I have read some criticism from Big Bang Theory fans lately saying the cast has gotten too large. That the quality has gone downhill with more people to squeeze in. I disagree. I think the the new characters are successful, and we don’t have to focus on all the players on every episode.
The larger question is - Is having a smaller number of main characters better for a tv show’s success in general? Modern Family has a large cast; Taxi had a large cast. They did ok. What do you guys think?
Usually in a cast like that it’s about the pairings, isn’t it? When I read the AV Club reviews of Modern Family and other shows, they mostly talk about the pairings.

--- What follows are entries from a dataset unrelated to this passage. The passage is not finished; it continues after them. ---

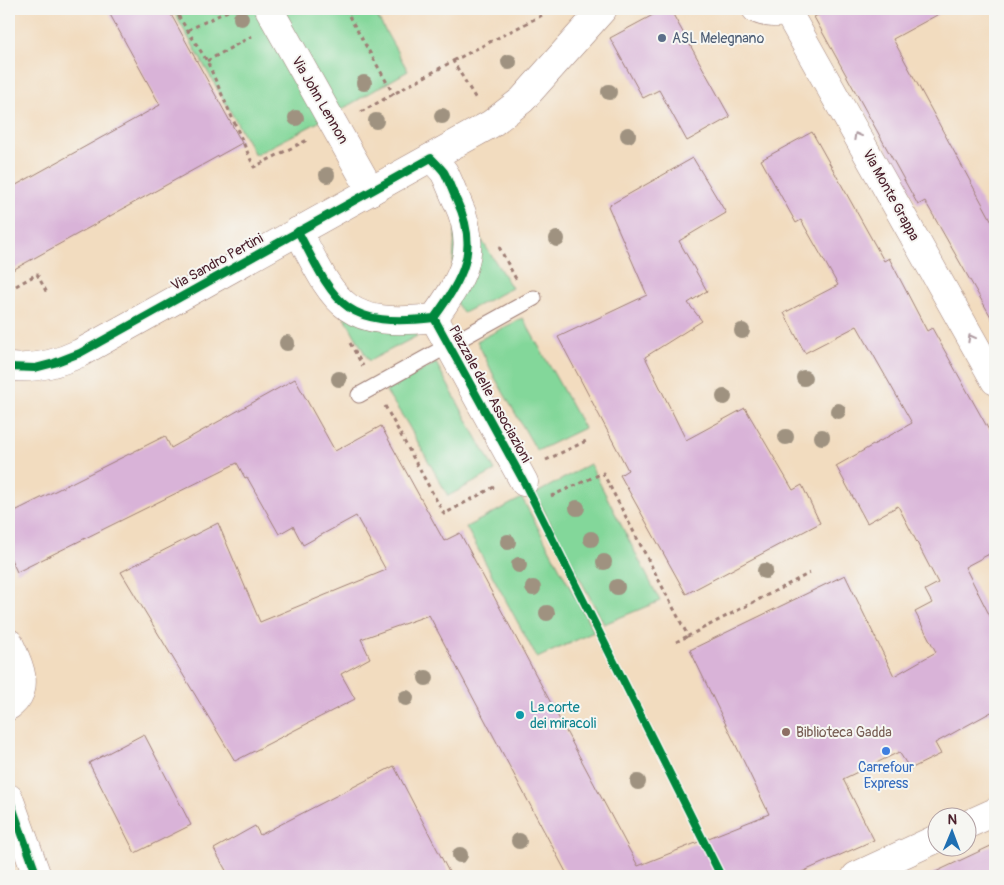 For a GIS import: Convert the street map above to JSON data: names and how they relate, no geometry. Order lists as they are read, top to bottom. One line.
{"streets":{"street":["Via John Lennon","Via Monte Grappa","Via Sandro Pertini","Piazzale delle Associazioni"]},"crossings":[["Via John Lennon","Via Sandro Pertini"],["Via John Lennon","Piazzale delle Associazioni"],["Via Sandro Pertini","Piazzale delle Associazioni"]],"one_way":["Via Monte Grappa"],"places":["ASL Melegnano","La corte dei miracoli","Biblioteca Gadda","Carrefour Express"],"north":"top"} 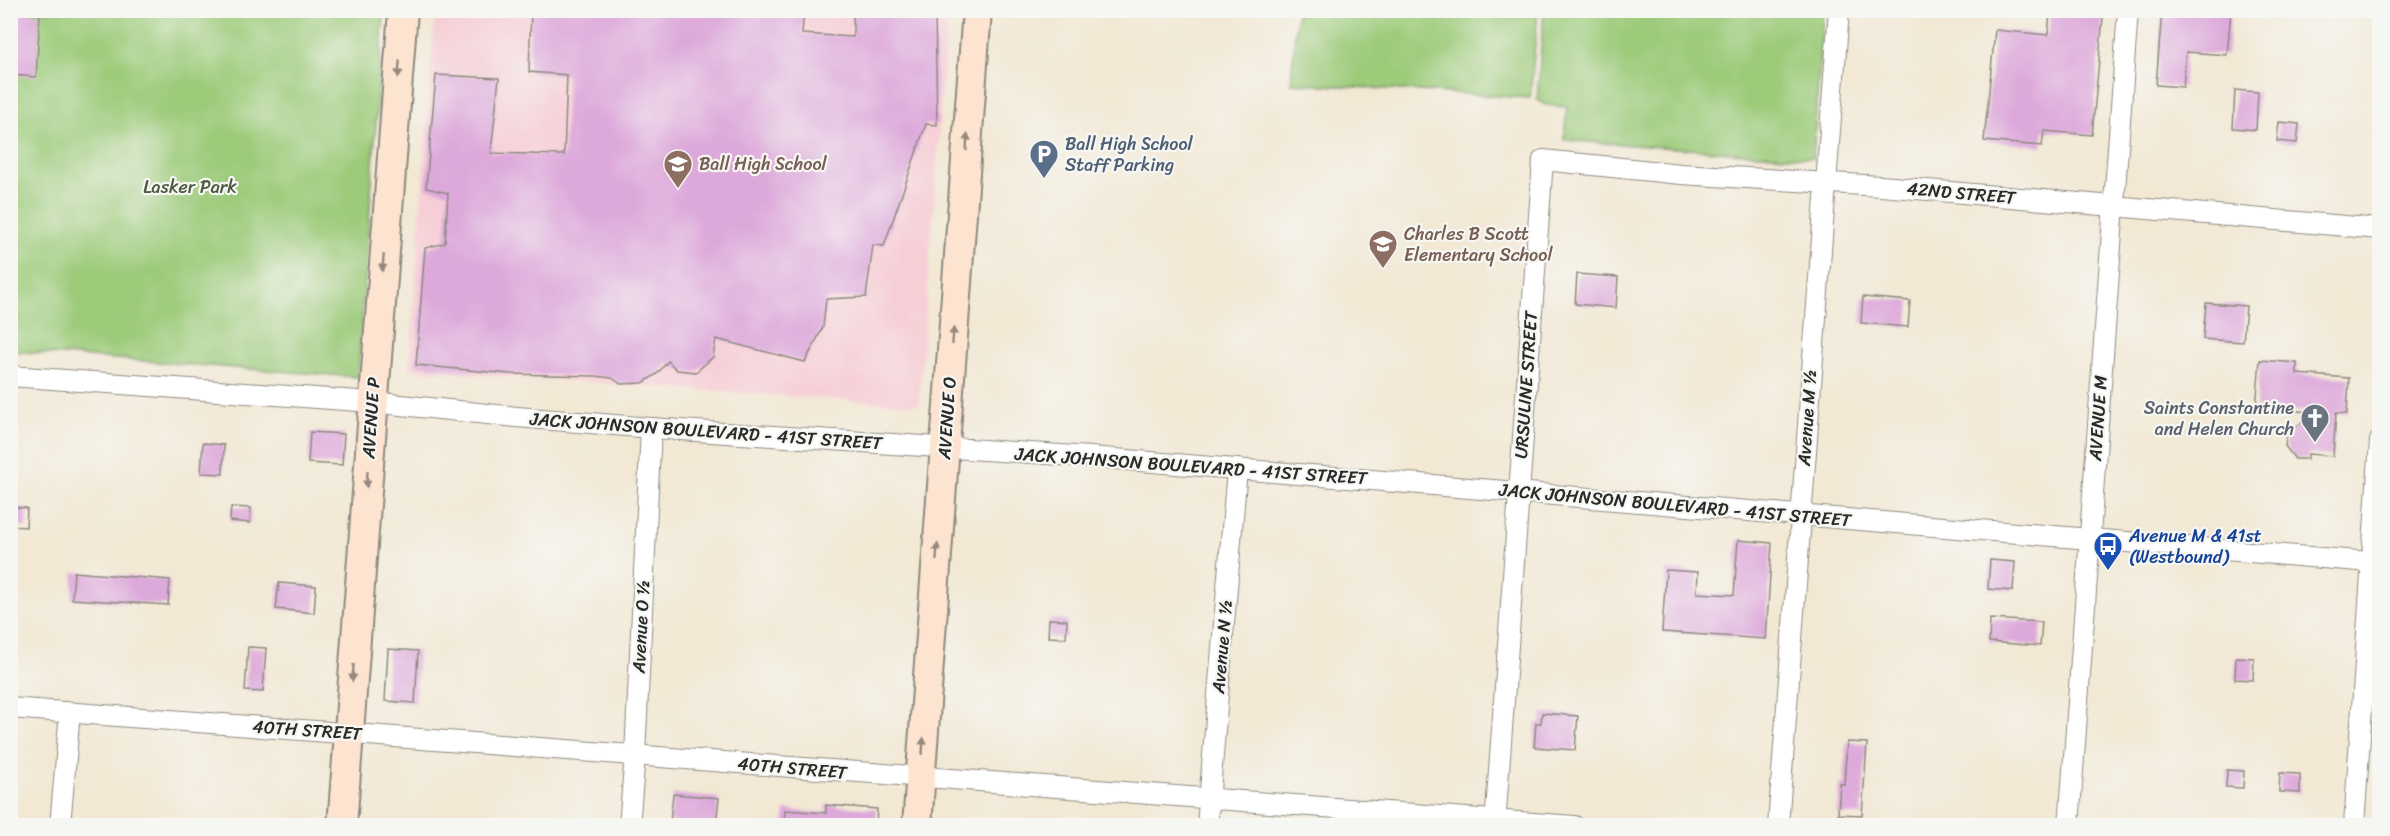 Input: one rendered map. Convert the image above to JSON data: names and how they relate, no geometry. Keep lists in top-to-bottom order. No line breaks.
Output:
{"streets":{"main road":["AVENUE P","AVENUE O"],"street":["42ND STREET","URSULINE STREET","Avenue M ½","AVENUE M","JACK JOHNSON BOULEVARD - 41ST STREET","Avenue O ½","Avenue N ½","40TH STREET"]},"crossings":[["42ND STREET","URSULINE STREET"],["42ND STREET","Avenue M ½"],["42ND STREET","AVENUE M"],["URSULINE STREET","JACK JOHNSON BOULEVARD - 41ST STREET"],["URSULINE STREET","40TH STREET"],["AVENUE P","JACK JOHNSON BOULEVARD - 41ST STREET"],["AVENUE P","40TH STREET"],["AVENUE O","JACK JOHNSON BOULEVARD - 41ST STREET"],["AVENUE O","40TH STREET"],["Avenue M ½","JACK JOHNSON BOULEVARD - 41ST STREET"],["AVENUE M","JACK JOHNSON BOULEVARD - 41ST STREET"],["JACK JOHNSON BOULEVARD - 41ST STREET","Avenue O ½"],["JACK JOHNSON BOULEVARD - 41ST STREET","Avenue N ½"],["Avenue O ½","40TH STREET"],["Avenue N ½","40TH STREET"]],"one_way":["AVENUE P","AVENUE O"],"parks":["Lasker Park"],"places":{"parking":["Ball High School Staff Parking"],"school or university":["Ball High School","Charles B Scott Elementary School"],"church":["Saints Constantine and Helen Church"],"bus stop":["Avenue M & 41st (Westbound)"]}} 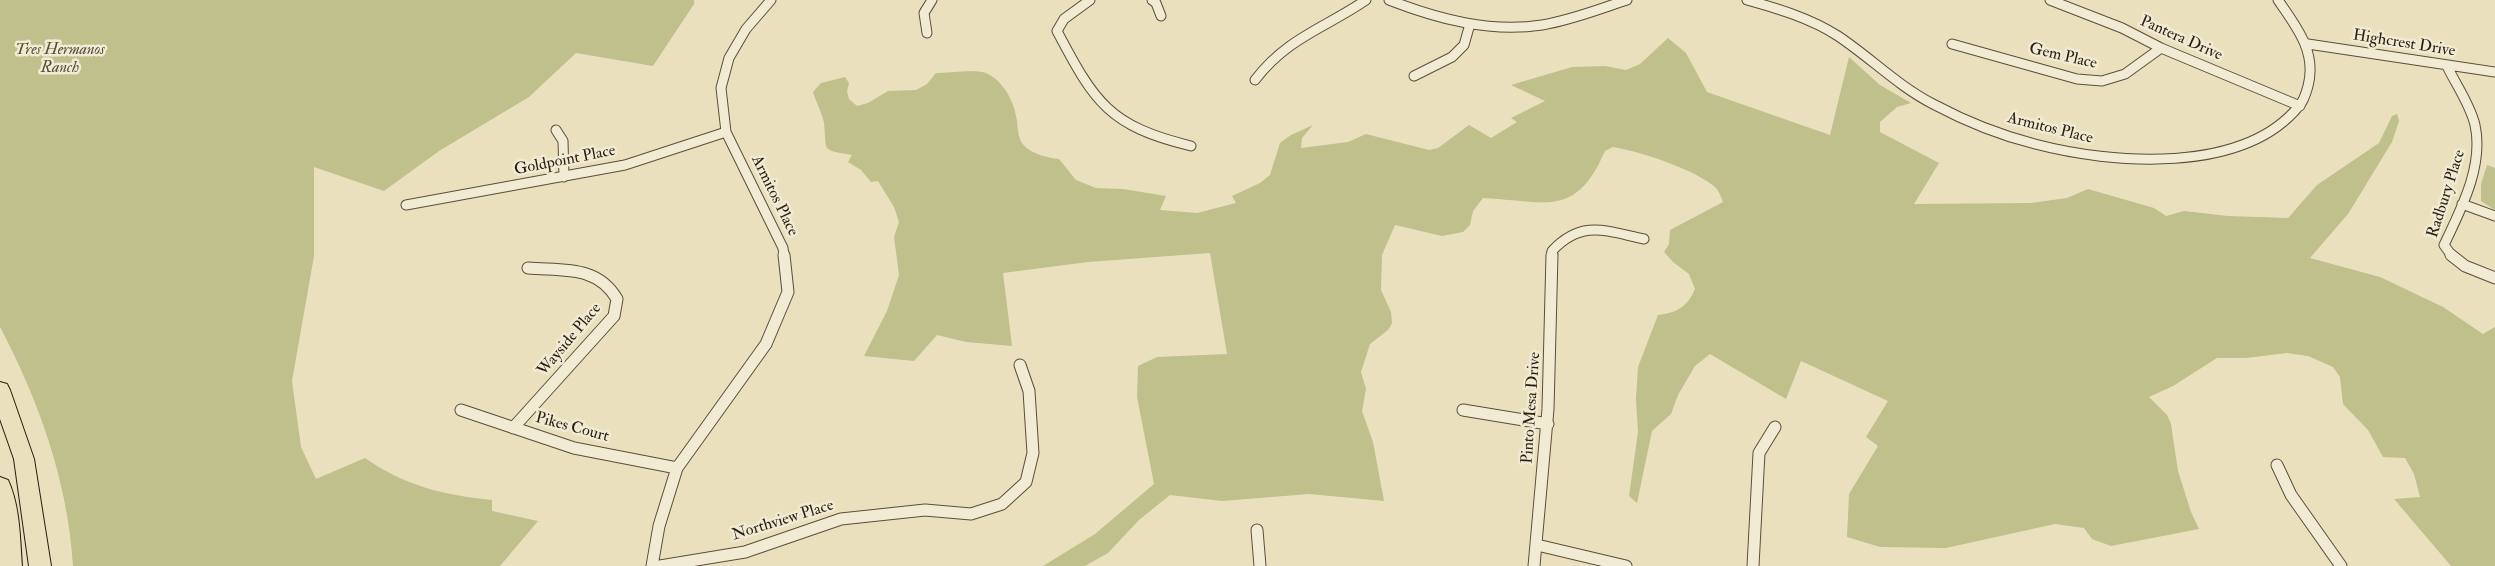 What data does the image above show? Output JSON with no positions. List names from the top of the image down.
{
  "streets": {
    "street": [
      "Pantera Drive",
      "Highcrest Drive",
      "Gem Place",
      "Armitos Place",
      "Goldpoint Place",
      "Radbury Place",
      "Wayside Place",
      "Pinto Mesa Drive",
      "Pikes Court",
      "Northview Place"
    ]
  },
  "crossings": [
    ["Pantera Drive", "Gem Place"],
    ["Pantera Drive", "Armitos Place"],
    ["Highcrest Drive", "Armitos Place"],
    ["Highcrest Drive", "Radbury Place"],
    ["Armitos Place", "Goldpoint Place"],
    ["Armitos Place", "Pikes Court"],
    ["Wayside Place", "Pikes Court"]
  ],
  "parks": ["Tres Hermanos Ranch"]
}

If you have a 26-episode season, the more characters you have the more possible pairings! If you had a smaller season, it’d get to be too much yeah. But BBT has to come up with situations somehow, and “Raj and Amy do a thing!” is a situation right in itself.
That 70’s Show had a main friend group of six, plus three or four parents. It wasn’t too large; in fact the worst season ws when they dropped two character and only brought in one new one.
For TBBT, the dynamic of four guys and one girl was played out, and Bernadette and Amy are good characters. So what if individual screen time is reduced?
Audiences tend to dislike adding characters, not large casts in general. You start watching a show for the original cast, so adding cast members is going to dilute that formula - you’re getting less of what you came for. Friends started with 6 cast members, so no problem. BBT started with 5, so going to 7 or 8 can annoy people.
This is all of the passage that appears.